Хосе Рауль водил тетю Аграфену в пивную на Гороховой, тесную и грязную, со следами пивной пены, разлитой по всему полу, тут он встречался с известным журналистом Марианом, и они, поглощая пиво кружка за кружкой, принимались аккуратно поносить и оскорблять друг друга, поскольку Мариан был консерватором, а Хосе модернистом, футуристом и революционером как в отношении поэзии, так и в целом по жизни.
Тете Аграфене сильно нравилось присутствовать на этом спектакле двух гениев лицом к лицу, поливающих друг друга грязью за кружкой пива, и потом она читала в журналах, что поэзия ее жениха, то есть Хосе, не нравится ни Блоку, ни Гумилеву, ни много кому еще из наших критиков, как уже говорилось ранее. Но ей самой эта поэзия нравилась, как и газетной прессе, чье мнение тоже для нее многое значило.
Как-то за обедом тетушка Аграфена спросила отца Григория:
— Какого вы мнения, отец Григорий, об этом молодом американском поэте, Рауле Капабланка, который у нас теперь так популярен?
— Натуральный папуас в перьях.
Тетушка Аграфена, обладая, сама о том не ведая, исключительной интуицией в оценке произведений искусства, подумала про себя о том, что если кто и не понимает ничего в поэзии — то это сам отец Григорий, который с легкостью рифмовал Сибирь и монастырь, а молитвы его собственного сочинения, которые он имел привычку декламировать в присутствии публики, были тяжеловесные и однообразные, как крестный ход.
У нас дома Хосе Рауль тоже никому не нравился, даже прадеду Максиму Максимовичу, хотя он был наиболее либеральным и продвинутым из всех.
— У этого молодой индейца все стихи о дворцах да о жемчугах. Поэзию надо посвящать чему-то, имеющему пользу для жизни, чему-то несущему просвещение, как учит нас Лев Толстой.
И тетя Аграфена стала наконец понимать, гуляя с Раулем по парку в Царском Селе, что на ее глазах сменяется эпоха, и на смену старому времени приходит другой век, которому сама она принадлежит, и, что музыка Рауля звучит мирам, небесам и дорогам, выходящим далеко за рамки провинциального Петербурга. Какая жалость, что кубинцу не суждено было от рождения выглядеть ну хоть малость привлекательнее.
— Где ты нашла этого поэта, похожего на дикаря, который теперь постоянно повсюду таскается рядом с тобой? — интересовались сестры Коробейниковы.

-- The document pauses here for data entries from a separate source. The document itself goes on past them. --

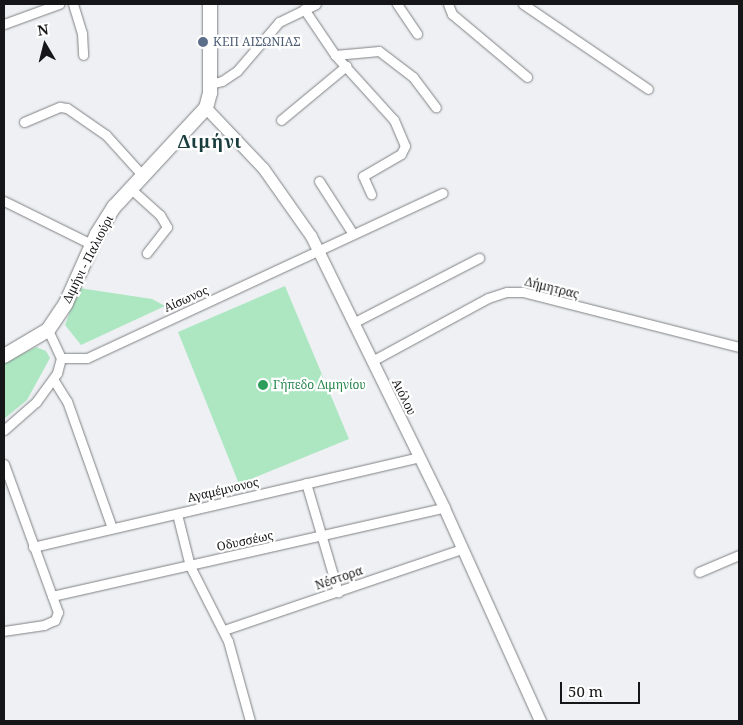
<!DOCTYPE html>
<meta charset="utf-8">
<style>
body{margin:0}
#map{position:relative;width:743px;height:725px;overflow:hidden;background:#eef0f3;font-family:"Noto Serif",serif}
div>[style]{position:absolute}
.green>*{inset:0;background:#ade7c2}
.roads{filter:drop-shadow(0 0 1px #7f8083) drop-shadow(0 0 1px #7f8083)}
.minor>*{height:9px;margin:-4.5px;padding:0 4.5px;transform-origin:4.5px;border-radius:4.5px;background:#fff}
.tertiary>*{height:11px;margin:-5.5px;padding:0 5.5px;transform-origin:5.5px;border-radius:5.5px;background:#fff}
.secondary>*{height:14px;margin:-7px;padding:0 7px;transform-origin:7px;border-radius:7px;background:#fff}
.dots>*{width:14px;height:14px;translate:-50% -50%;box-sizing:border-box;border:2px solid #fff;border-radius:50%}
span{translate:-50% -50%;white-space:nowrap;text-align:center;line-height:1.15;-webkit-text-stroke:4.5px #fff;paint-order:stroke}
.service-label{font-size:12px;color:#4e5e75}
.left{translate:0 -50%;text-align:left}
.street-label{font-size:12px;color:#161618}
.leisure-label{font-size:12px;color:#27864d}
.district-label{font-size:18px;color:#193c3c;font-weight:700;letter-spacing:1px}
.frame{position:absolute;inset:0;border:5px solid #161618;pointer-events:none}
.north{position:absolute;left:20px;top:20px;width:50px;height:50px;-webkit-text-stroke:4px #fff;paint-order:stroke;rotate:352deg;font-size:14px;font-weight:700;line-height:20px;text-align:center;color:#161618}
.north::after{content:'';display:block;margin:auto;width:18px;height:22px;background:#161618;clip-path:polygon(50% 0,100% 100%,50% 72%,0 100%)}
.scale{position:absolute;left:560px;top:682px;width:80px;height:22px;box-sizing:border-box;border:2px solid #161618;border-top:0;padding-left:6px;font-size:15px;line-height:18px;white-space:nowrap;color:#161618;-webkit-text-stroke:4px #fff;paint-order:stroke}
</style>
<div id="map">
<div class="green">
<i style="clip-path:polygon(285px 286px,349px 439px,239px 484px,178px 332px)"></i>
<i style="clip-path:polygon(79px 288px,152px 299px,165px 306px,81px 345px,65px 325px)"></i>
<i style="clip-path:polygon(36px 347px,46px 351px,50px 358px,27px 400px,4px 419px,4px 363px)"></i>
</div>
<div class="roads">
<div class="minor">
<i style="left:73px;top:4px;width:30px;rotate:73deg"></i>
<i style="left:82px;top:33px;width:22px;rotate:87deg"></i>
<i style="left:397px;top:4px;width:36px;rotate:56deg"></i>
<i style="left:448px;top:4px;width:11px;rotate:68deg"></i>
<i style="left:452px;top:14px;width:98px;rotate:40deg"></i>
<i style="left:523px;top:4px;width:151px;rotate:34.2deg"></i>
<i style="left:304px;top:9px;width:55px;rotate:56deg"></i>
<i style="left:335px;top:55px;width:88px;rotate:47.8deg"></i>
<i style="left:394px;top:120px;width:28px;rotate:67deg"></i>
<i style="left:405px;top:146px;width:9px;rotate:117deg"></i>
<i style="left:401px;top:154px;width:44px;rotate:149.9deg"></i>
<i style="left:363px;top:176px;width:20px;rotate:66deg"></i>
<i style="left:4px;top:24px;width:59px;rotate:-20deg"></i>
<i style="left:335px;top:55px;width:44px;rotate:-5.2deg"></i>
<i style="left:379px;top:51px;width:43px;rotate:37.4deg"></i>
<i style="left:413px;top:77px;width:38px;rotate:53deg"></i>
<i style="left:210px;top:84px;width:12px;rotate:-14deg"></i>
<i style="left:222px;top:81px;width:18px;rotate:-34deg"></i>
<i style="left:237px;top:71px;width:65px;rotate:-49.4deg"></i>
<i style="left:279px;top:22px;width:41px;rotate:-25.9deg"></i>
<i style="left:281px;top:120px;width:85px;rotate:-39.7deg"></i>
<i style="left:24px;top:122px;width:39px;rotate:-23deg"></i>
<i style="left:60px;top:107px;width:7px;rotate:8deg"></i>
<i style="left:67px;top:108px;width:47px;rotate:34.7deg"></i>
<i style="left:106px;top:135px;width:55px;rotate:47.9deg"></i>
<i style="left:319px;top:181px;width:63px;rotate:57.3deg"></i>
<i style="left:131px;top:189px;width:39px;rotate:42deg"></i>
<i style="left:160px;top:215px;width:14px;rotate:60deg"></i>
<i style="left:167px;top:227px;width:33px;rotate:128deg"></i>
<i style="left:4px;top:201px;width:99px;rotate:26.3deg"></i>
<i style="left:353px;top:323px;width:142px;rotate:-27.3deg"></i>
<i style="left:61px;top:358px;width:26px"></i>
<i style="left:87px;top:358px;width:392px;rotate:-24.9deg"></i>
<i style="left:372px;top:361px;width:132px;rotate:-28.5deg"></i>
<i style="left:488px;top:298px;width:20px;rotate:-18deg"></i>
<i style="left:507px;top:292px;width:16px"></i>
<i style="left:523px;top:292px;width:223px;rotate:14.3deg"></i>
<i style="left:53px;top:379px;width:26px;rotate:58deg"></i>
<i style="left:67px;top:401px;width:135px;rotate:70.5deg"></i>
<i style="left:4px;top:430px;width:43px;rotate:-41.2deg"></i>
<i style="left:36px;top:402px;width:36px;rotate:-54deg"></i>
<i style="left:57px;top:373px;width:16px;rotate:-75deg"></i>
<i style="left:61px;top:358px;width:31px;rotate:-115deg"></i>
<i style="left:4px;top:464px;width:158px;rotate:70deg"></i>
<i style="left:58px;top:612px;width:9px;rotate:111deg"></i>
<i style="left:55px;top:620px;width:12px;rotate:156deg"></i>
<i style="left:44px;top:625px;width:40px;rotate:171.5deg"></i>
<i style="left:306px;top:483px;width:114px;rotate:73.6deg"></i>
<i style="left:177px;top:514px;width:54px;rotate:76deg"></i>
<i style="left:190px;top:566px;width:84px;rotate:63.1deg"></i>
<i style="left:228px;top:641px;width:83px;rotate:74.6deg"></i>
<i style="left:33px;top:547px;width:396px;rotate:-13.1deg"></i>
<i style="left:699px;top:572px;width:43px;rotate:-23deg"></i>
<i style="left:52px;top:596px;width:402px;rotate:-12.7deg"></i>
<i style="left:224px;top:630px;width:251px;rotate:-18.8deg"></i>
</div>
<div class="tertiary">
<i style="left:206px;top:108px;width:83px;rotate:46.5deg"></i>
<i style="left:263px;top:168px;width:83px;rotate:54.8deg"></i>
<i style="left:311px;top:236px;width:303px;rotate:63.9deg"></i>
<i style="left:444px;top:508px;width:234px;rotate:65.7deg"></i>
</div>
<div class="secondary">
<i style="left:4px;top:356px;width:51px;rotate:-30.6deg"></i>
<i style="left:48px;top:330px;width:32px;rotate:-56deg"></i>
<i style="left:66px;top:303px;width:76px;rotate:-65.8deg"></i>
<i style="left:97px;top:234px;width:32px;rotate:-58deg"></i>
<i style="left:114px;top:207px;width:135px;rotate:-47.1deg"></i>
<i style="left:206px;top:108px;width:16px;rotate:-75deg"></i>
<i style="left:210px;top:93px;width:89px;rotate:-90deg"></i>
</div>
</div>
<div class="dots">
<i style="left:203px;top:42px;background:#5c6f8a"></i>
<i style="left:263px;top:385px;background:#2e9e5b"></i>
</div>
<div class="service-label">
<span class="left" style="left:213px;top:42px">ΚΕΠ ΑΙΣΩΝΙΑΣ</span>
</div>
<div class="street-label">
<span style="left:88px;top:259px;rotate:-63deg">Διμήνι - Παλιούρι</span>
<span style="left:552px;top:288px;rotate:14deg">Δήμητρας</span>
<span style="left:186px;top:299px;rotate:-24deg">Αίσωνος</span>
<span style="left:404px;top:397px;rotate:64deg">Αιόλου</span>
<span style="left:223px;top:490px;rotate:-13deg">Αγαμέμνονος</span>
<span style="left:245px;top:541px;rotate:-12deg">Οδυσσέως</span>
<span style="left:339px;top:578px;rotate:-19deg">Νέστορα</span>
</div>
<div class="leisure-label">
<span class="left" style="left:273px;top:385px">Γήπεδο Διμηνίου</span>
</div>
<div class="district-label">
<span style="left:210px;top:141px">Διμήνι</span>
</div>
<div class="frame"></div>
<div class="north">N</div>
<div class="scale">50 m</div>
</div>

— Вроде бы он родом откуда-то из Южной Америки, или из сельвы, я точно не скажу вам, мы ведь с ним еще совсем недавно знакомы.
— И ты смогла запомнить что-нибудь из стихов, что он тебе читал?
— Да, вот смотри: «…мое сердце отправилось в странствие и возвратившись обрело в себе гармонию священной сельвы».
— Ничего себе, так это действительно красиво звучит.
— И главное, он здесь на хорошей должности.
— Жених дипломат попадается не каждый день.
Тетя Аграфена в результате была отравлена модернизмом, пивом, стихами, Раулем, и это ей позволило отвлечься от неудачных любовных отношений с молодым художником, который был занят рисованием толстухи, и описывал новый мир, который, как оказалось, был ничем иным как надвигающийся ХХ век.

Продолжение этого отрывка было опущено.